= About this exercise =
What you return must match the data below exactly, minus any pictures.

= Information shown =
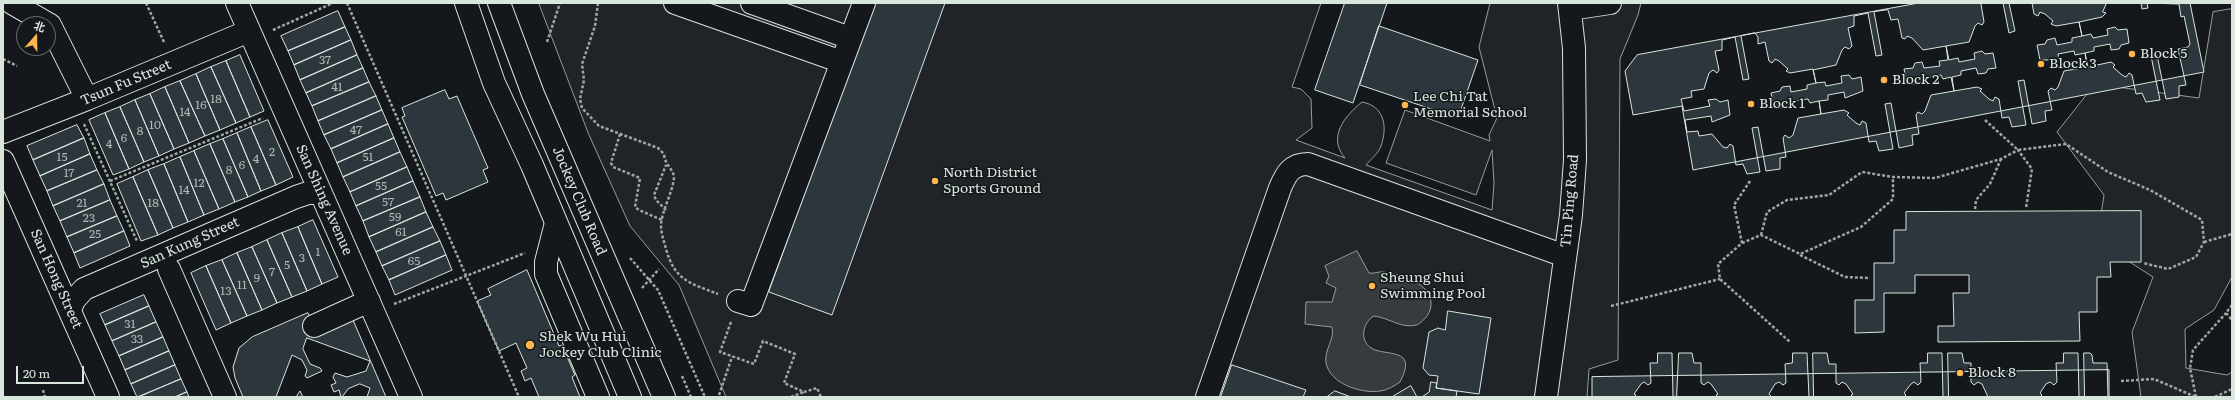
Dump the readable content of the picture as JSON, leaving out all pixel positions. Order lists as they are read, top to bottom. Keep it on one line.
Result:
{"streets":{"street":["Tsun Fu Street","San Shing Avenue","Jockey Club Road","Tin Ping Road","San Kung Street","San Hong Street"]},"crossings":[["Tsun Fu Street","San Shing Avenue"],["San Shing Avenue","San Kung Street"],["San Kung Street","San Hong Street"]],"places":["Block 5","Block 3","Block 2","Block 1","Lee Chi Tat Memorial School","North District Sports Ground","Sheung Shui Swimming Pool","Shek Wu Hui Jockey Club Clinic","Block 8"],"house_numbers":["37","41","18","16","14","10","47","8","6","4","2","15","51","4","6","8","17","12","55","14","57","21","18","59","23","61","25","1","3","65","5","7","9","11","13","31","33"],"scale_bar":"20 m","north":"top"}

= Answer section =
Dump the readable content of the picture as JSON, leaving out all pixel positions. Order lists as they are read, top to bottom. Keep it on one line.
Result:
{"streets":{"street":["Tsun Fu Street","San Shing Avenue","Jockey Club Road","Tin Ping Road","San Kung Street","San Hong Street"]},"crossings":[["Tsun Fu Street","San Shing Avenue"],["San Shing Avenue","San Kung Street"],["San Kung Street","San Hong Street"]],"places":["Block 5","Block 3","Block 2","Block 1","Lee Chi Tat Memorial School","North District Sports Ground","Sheung Shui Swimming Pool","Shek Wu Hui Jockey Club Clinic","Block 8"],"house_numbers":["37","41","18","16","14","10","47","8","6","4","2","15","51","4","6","8","17","12","55","14","57","21","18","59","23","61","25","1","3","65","5","7","9","11","13","31","33"],"scale_bar":"20 m","north":"top"}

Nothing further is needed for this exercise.